-- Opening Marker --

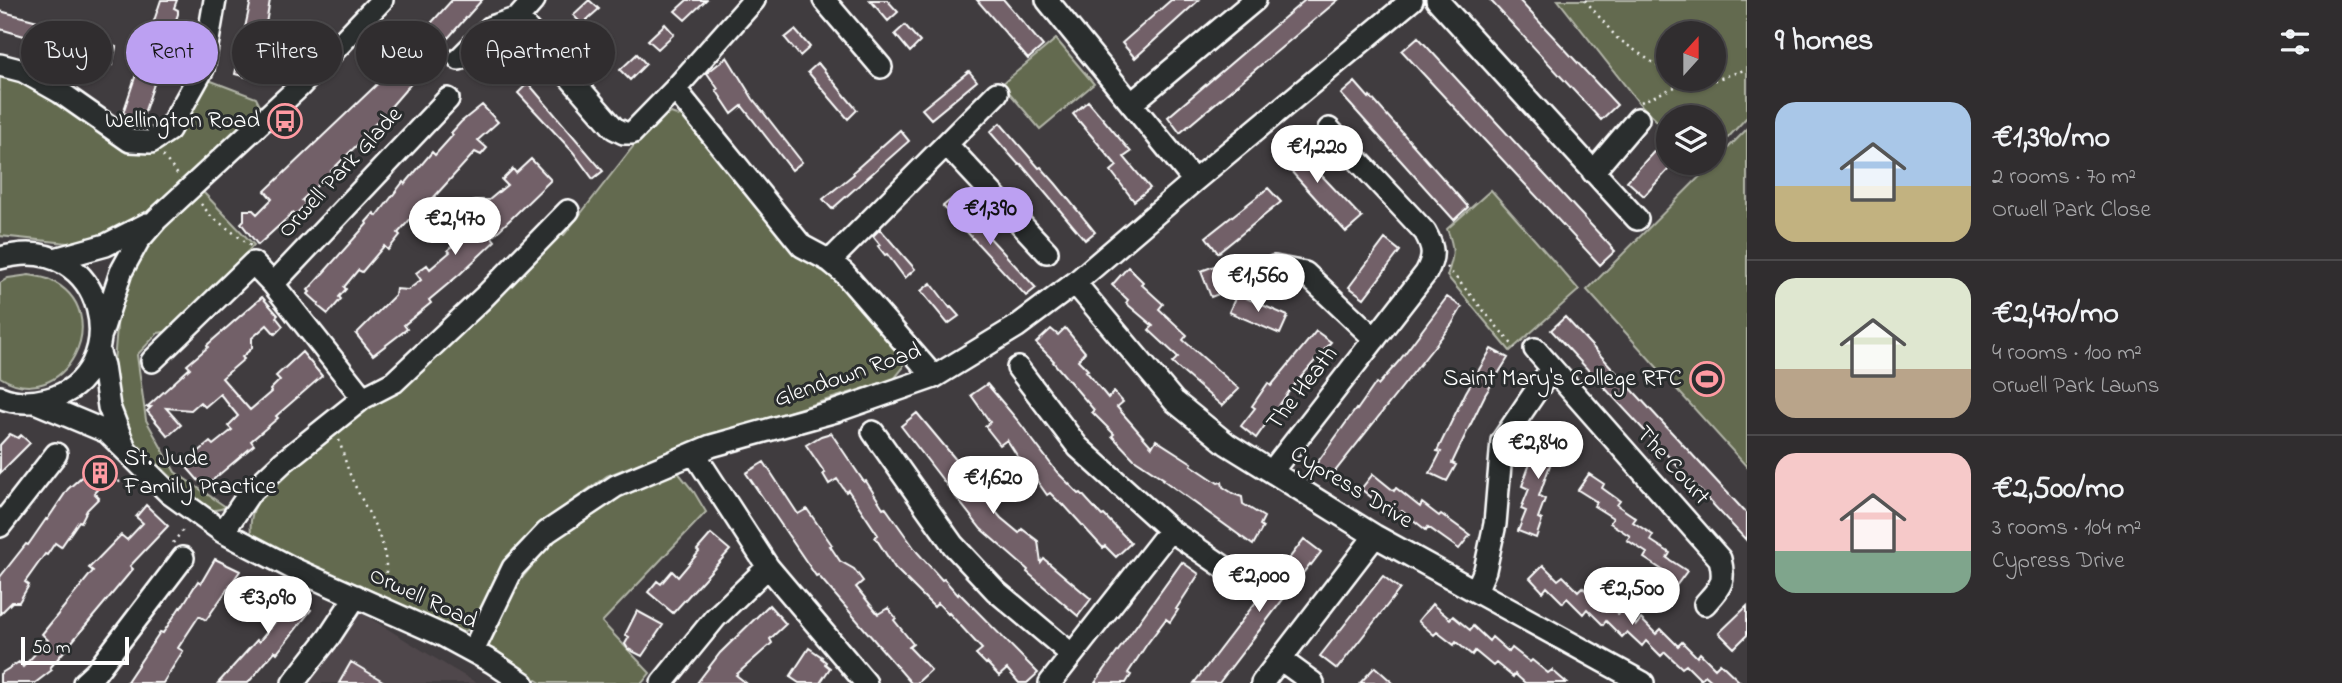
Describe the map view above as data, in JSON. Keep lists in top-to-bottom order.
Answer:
{
  "streets": {
    "street": [
      "Orwell Park Glade",
      "Glendown Road",
      "The Heath",
      "The Court",
      "Cypress Drive",
      "Orwell Road"
    ]
  },
  "crossings": [
    ["Glendown Road", "Cypress Drive"],
    ["Glendown Road", "Orwell Road"],
    ["The Heath", "Cypress Drive"]
  ],
  "places": {
    "bus stop": ["Wellington Road"],
    "sports": ["Saint Mary's College RFC"],
    "building": ["St. Jude Family Practice"]
  },
  "scale_bar": "50 m",
  "north": "top",
  "page": {
    "heading": "9 homes",
    "chip": [
      "Buy",
      "Rent",
      "Filters",
      "New",
      "Apartment"
    ],
    "list": [
      {
        "name": "€1,390/mo",
        "note": "2 rooms · 70 m² · Orwell Park Close"
      },
      {
        "name": "€2,470/mo",
        "note": "4 rooms · 100 m² · Orwell Park Lawns"
      },
      {
        "name": "€2,500/mo",
        "note": "3 rooms · 104 m² · Cypress Drive"
      }
    ],
    "price": [
      "€1,220",
      "€1,390",
      "€2,470",
      "€1,560",
      "€2,840",
      "€1,620",
      "€2,000",
      "€2,500",
      "€3,090"
    ],
    "scale": "50 m"
  }
}
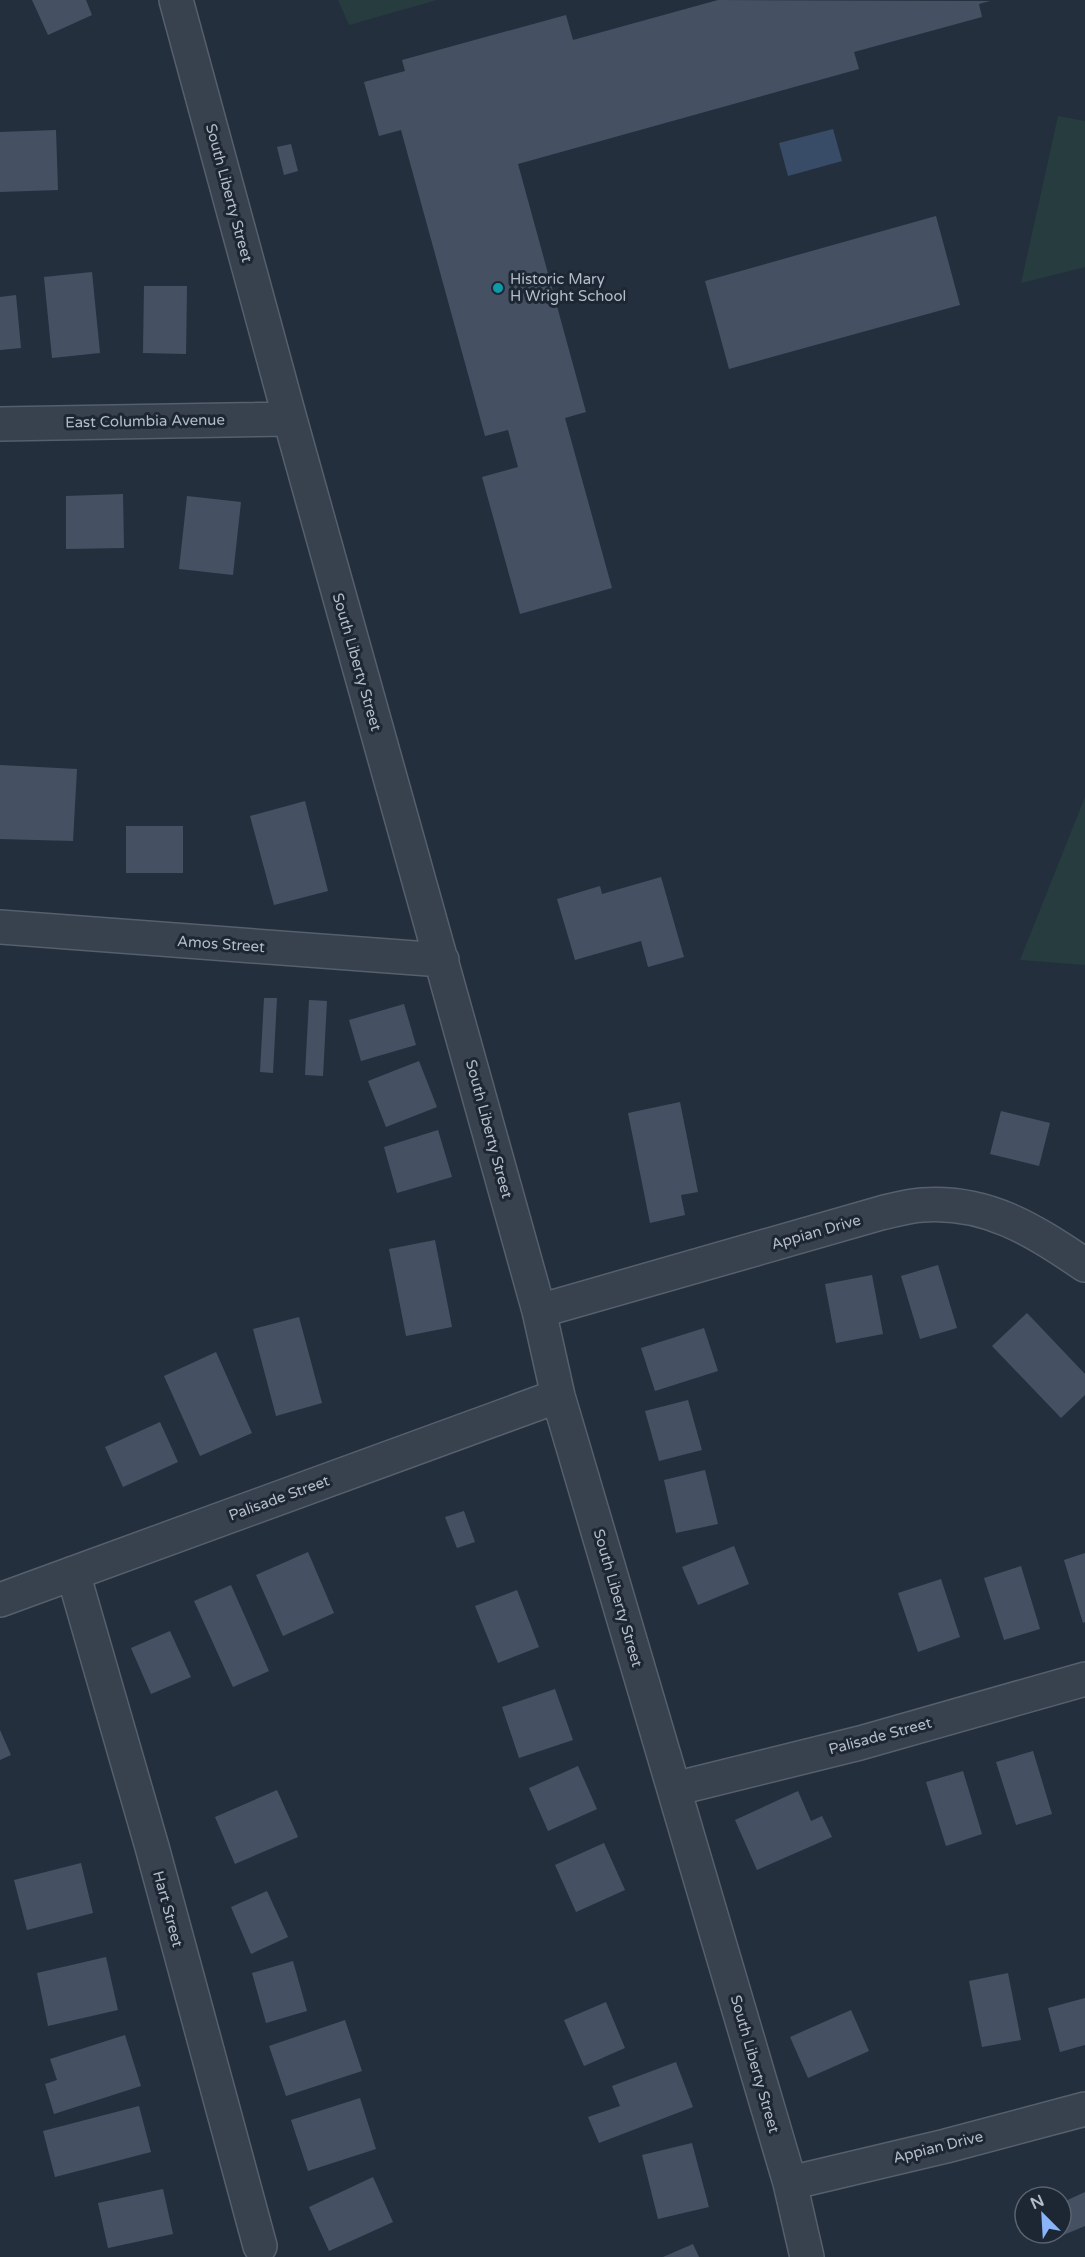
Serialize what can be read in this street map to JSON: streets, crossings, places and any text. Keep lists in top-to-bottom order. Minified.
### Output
{"streets":{"street":["South Liberty Street","East Columbia Avenue","Amos Street","Appian Drive","Palisade Street","Hart Street"]},"crossings":[["South Liberty Street","East Columbia Avenue"],["South Liberty Street","Amos Street"],["South Liberty Street","Appian Drive"],["South Liberty Street","Palisade Street"],["Palisade Street","Hart Street"]],"places":["Historic Mary H Wright School"],"north":"top left"}
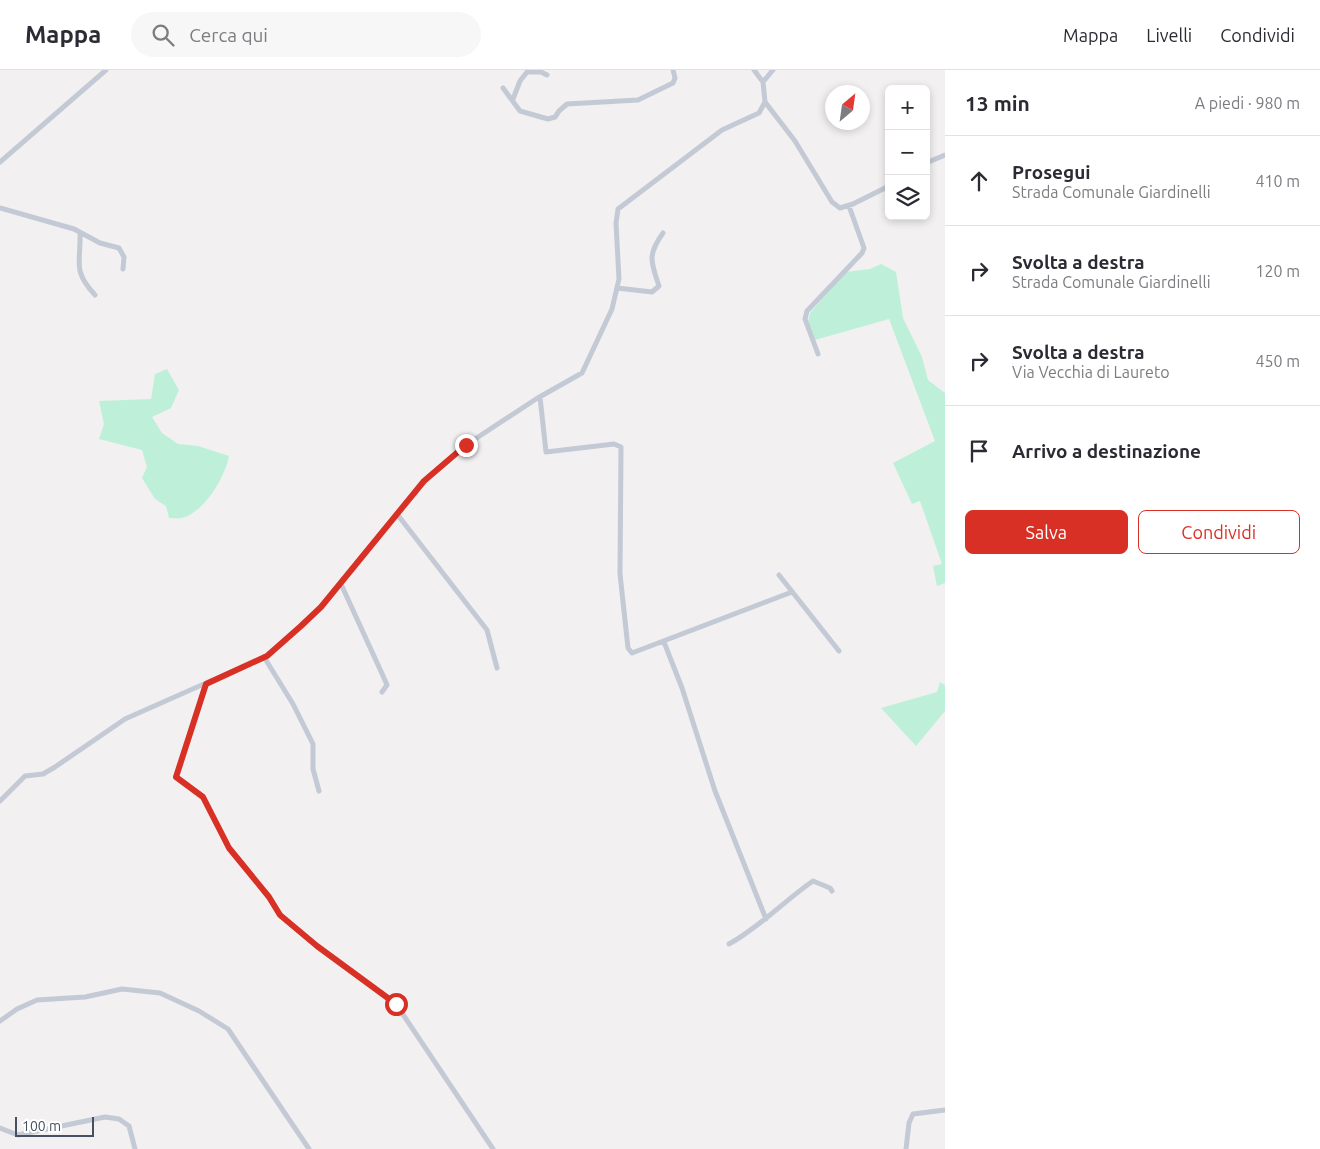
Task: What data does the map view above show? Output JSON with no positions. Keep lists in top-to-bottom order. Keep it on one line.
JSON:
{"scale_bar":"100 m","north":"top right","page":{"header":"Mappa","search":"Cerca qui","nav":["Mappa","Livelli","Condividi"],"heading":["13 min","A piedi · 980 m"],"map_buttons":["+","−"],"list":[["Prosegui","Strada Comunale Giardinelli","410 m"],["Svolta a destra","Strada Comunale Giardinelli","120 m"],["Svolta a destra","Via Vecchia di Laureto","450 m"],"Arrivo a destinazione"],"buttons":["Salva","Condividi"],"scale":"100 m"}}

-- Closing Marker --

Work instruction >> Would you please set down the listing above exactly, minus its images?

Task result >>
Describe the map view above as data, in JSON. Keep lists in top-to-bottom order.
Answer:
{
  "streets": {
    "street": [
      "Orwell Park Glade",
      "Glendown Road",
      "The Heath",
      "The Court",
      "Cypress Drive",
      "Orwell Road"
    ]
  },
  "crossings": [
    ["Glendown Road", "Cypress Drive"],
    ["Glendown Road", "Orwell Road"],
    ["The Heath", "Cypress Drive"]
  ],
  "places": {
    "bus stop": ["Wellington Road"],
    "sports": ["Saint Mary's College RFC"],
    "building": ["St. Jude Family Practice"]
  },
  "scale_bar": "50 m",
  "north": "top",
  "page": {
    "heading": "9 homes",
    "chip": [
      "Buy",
      "Rent",
      "Filters",
      "New",
      "Apartment"
    ],
    "list": [
      {
        "name": "€1,390/mo",
        "note": "2 rooms · 70 m² · Orwell Park Close"
      },
      {
        "name": "€2,470/mo",
        "note": "4 rooms · 100 m² · Orwell Park Lawns"
      },
      {
        "name": "€2,500/mo",
        "note": "3 rooms · 104 m² · Cypress Drive"
      }
    ],
    "price": [
      "€1,220",
      "€1,390",
      "€2,470",
      "€1,560",
      "€2,840",
      "€1,620",
      "€2,000",
      "€2,500",
      "€3,090"
    ],
    "scale": "50 m"
  }
}
Serialize what can be read in this street map to JSON: streets, crossings, places and any text. Keep lists in top-to-bottom order. Minified.
### Output
{"streets":{"street":["South Liberty Street","East Columbia Avenue","Amos Street","Appian Drive","Palisade Street","Hart Street"]},"crossings":[["South Liberty Street","East Columbia Avenue"],["South Liberty Street","Amos Street"],["South Liberty Street","Appian Drive"],["South Liberty Street","Palisade Street"],["Palisade Street","Hart Street"]],"places":["Historic Mary H Wright School"],"north":"top left"}
Task: What data does the map view above show? Output JSON with no positions. Keep lists in top-to-bottom order. Keep it on one line.
JSON:
{"scale_bar":"100 m","north":"top right","page":{"header":"Mappa","search":"Cerca qui","nav":["Mappa","Livelli","Condividi"],"heading":["13 min","A piedi · 980 m"],"map_buttons":["+","−"],"list":[["Prosegui","Strada Comunale Giardinelli","410 m"],["Svolta a destra","Strada Comunale Giardinelli","120 m"],["Svolta a destra","Via Vecchia di Laureto","450 m"],"Arrivo a destinazione"],"buttons":["Salva","Condividi"],"scale":"100 m"}}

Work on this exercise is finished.